Galand, Pierre E., Connie Lovejoy, Jérémie Pouliot, Marie-Ève Garneau, Warwick F. Vincent

Limnol. Oceanogr., 53(2), 2008, 813-823 | DOI: 10.4319/lo.2008.53.2.0813

ABSTRACT: Stamukhi lakes are vast but little-explored Arctic ecosystems. They occur throughout winter, spring, and early summer near large river inflows along the Arctic coastline, and are the result of freshwater retention behind the thick barrier of rubble ice (stamukhi) that forms at the outer limit of land-fast sea ice. We examined the molecular biodiversity within all three microbial domains (Bacteria, Archaea, and Eukaryota) and the heterotrophic productivity in Lake Mackenzie, a stamukhi lake in the western Canadian Arctic, and made comparative measurements in the freshwater (Mackenzie River) and marine (Beaufort Sea) source waters.
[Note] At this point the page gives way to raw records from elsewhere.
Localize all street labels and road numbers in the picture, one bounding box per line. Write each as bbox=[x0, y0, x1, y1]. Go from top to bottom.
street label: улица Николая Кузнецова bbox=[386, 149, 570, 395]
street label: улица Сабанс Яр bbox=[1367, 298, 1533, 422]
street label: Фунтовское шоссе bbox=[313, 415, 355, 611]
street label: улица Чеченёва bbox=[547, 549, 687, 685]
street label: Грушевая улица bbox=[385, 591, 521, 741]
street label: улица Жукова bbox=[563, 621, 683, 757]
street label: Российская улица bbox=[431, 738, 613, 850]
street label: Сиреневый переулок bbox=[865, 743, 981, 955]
Bacterial and eukaryotic communities in the stamukhi lake differed in composition and diversity from both marine and riverine environments, whereas the archaeal communities were similar in the lake and river. Bacteria 16S ribosomal RNA sequences from the lake were mostly within freshwater clusters of Betaproteobacteria and Bacteroidetes and the Archaea were within the Lake Dagow sediment and Rice cluster-V clusters of Euryarchaeota. The eukaryotes were mainly ciliates from the subclass Choreotrichia, and there was a notable lack of flagellates. Heterotrophic production rates in the lake were lower than in the river and more similar to those in the sea, despite much higher bacterial concentrations than in either. The lake samples had markedly higher ratios of 3H leucine to 3H thymidine incorporation than in the river and sea, implying some physiological stress. Lake Mackenzie is an active microbial ecosystem with distinct physical and microbiological properties. This circumpolar ecosystem type, vulnerable to the ongoing effects of climate change, likely plays a key functional role in processing riverine inputs to the Arctic Ocean.